CS 105 - Understanding Our Algorithmic World

CS 105 - Exercise Ten

Goals

  • Learn how to work with data in CSV form
  • Do some very basic exploratory data analysis

Prerequisite

There is no starter code for this exercise, so go ahead and visit https://snap.berkeley.edu/snap/snap.html and make sure you are logged in.

Objective

In this exercise, you are going to explore a CSV file. Your goal will be to download a file and figure out some interesting questions to ask about it and then attempt to answer them using Snap!

Form a group

You will work on this exercise in groups of 2-3. Find someone you did not work with previously.
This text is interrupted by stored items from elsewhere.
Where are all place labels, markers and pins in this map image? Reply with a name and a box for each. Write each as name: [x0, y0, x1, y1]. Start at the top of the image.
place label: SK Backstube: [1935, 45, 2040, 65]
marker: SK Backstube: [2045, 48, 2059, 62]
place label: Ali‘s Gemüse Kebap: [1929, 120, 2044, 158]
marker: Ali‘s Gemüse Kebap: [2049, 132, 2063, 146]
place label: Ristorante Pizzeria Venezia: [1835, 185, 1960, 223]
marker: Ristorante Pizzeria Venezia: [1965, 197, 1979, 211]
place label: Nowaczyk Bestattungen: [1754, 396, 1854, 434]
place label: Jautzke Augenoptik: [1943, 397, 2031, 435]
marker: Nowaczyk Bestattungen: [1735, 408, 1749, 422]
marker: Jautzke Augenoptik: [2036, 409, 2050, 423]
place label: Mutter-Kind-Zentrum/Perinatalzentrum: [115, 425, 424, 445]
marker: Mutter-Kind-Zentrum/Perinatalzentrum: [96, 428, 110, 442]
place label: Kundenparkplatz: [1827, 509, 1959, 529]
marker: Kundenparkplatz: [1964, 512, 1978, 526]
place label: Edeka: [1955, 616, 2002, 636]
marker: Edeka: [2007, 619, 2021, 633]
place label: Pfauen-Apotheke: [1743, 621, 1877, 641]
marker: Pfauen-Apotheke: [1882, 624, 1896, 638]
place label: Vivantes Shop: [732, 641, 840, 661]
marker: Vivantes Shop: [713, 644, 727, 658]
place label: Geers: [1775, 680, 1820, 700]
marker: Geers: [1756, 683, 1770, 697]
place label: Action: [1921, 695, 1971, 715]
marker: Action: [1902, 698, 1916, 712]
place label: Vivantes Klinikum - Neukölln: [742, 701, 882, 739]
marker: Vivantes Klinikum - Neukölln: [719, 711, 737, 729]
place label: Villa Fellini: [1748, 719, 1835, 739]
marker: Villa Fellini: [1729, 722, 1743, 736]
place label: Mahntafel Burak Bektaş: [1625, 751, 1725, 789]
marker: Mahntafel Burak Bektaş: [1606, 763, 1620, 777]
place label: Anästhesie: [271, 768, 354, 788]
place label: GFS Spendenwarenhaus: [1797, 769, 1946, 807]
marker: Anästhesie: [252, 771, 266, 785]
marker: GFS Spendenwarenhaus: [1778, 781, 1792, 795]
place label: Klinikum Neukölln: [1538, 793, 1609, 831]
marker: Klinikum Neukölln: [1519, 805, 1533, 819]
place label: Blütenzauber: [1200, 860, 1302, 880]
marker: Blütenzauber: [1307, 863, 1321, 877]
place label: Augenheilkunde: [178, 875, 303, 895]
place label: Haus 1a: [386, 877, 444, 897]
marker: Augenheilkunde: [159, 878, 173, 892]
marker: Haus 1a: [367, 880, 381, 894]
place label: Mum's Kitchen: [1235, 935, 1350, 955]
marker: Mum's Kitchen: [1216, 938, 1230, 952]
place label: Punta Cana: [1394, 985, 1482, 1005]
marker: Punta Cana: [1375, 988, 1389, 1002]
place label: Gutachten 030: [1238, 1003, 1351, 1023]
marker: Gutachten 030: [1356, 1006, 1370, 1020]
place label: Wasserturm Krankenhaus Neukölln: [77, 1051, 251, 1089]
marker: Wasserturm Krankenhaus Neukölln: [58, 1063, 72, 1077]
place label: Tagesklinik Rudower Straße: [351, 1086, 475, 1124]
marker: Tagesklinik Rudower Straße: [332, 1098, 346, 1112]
To make attribute easier, we are going to be a little more formal about your groups on Canvas. Go to Canvas and click on "People" from the menu on the left. When the page loads, click on the "Groups" tab. You should see a list of groups with names like "Exercise 10 group 1". If you are the first of your group to reach this stage, pick an empty group and join it, otherwise join the group started by your partner.

Getting data

The first thing your group needs is some data to work on. I am going to give you a little freedom here to pick a dataset that interests you. Please visit the CORGIS CSV data collection. You are welcome to pick any of the datasets you find on that page. Feel free to click through and look at the available fields in the datasets before you make a choice. Once you have made a choice, you will find a link to download the file at the top of the page. Click it to download the file to your computer. I suggest leaving the page open as a reference to the meaning of the different fields.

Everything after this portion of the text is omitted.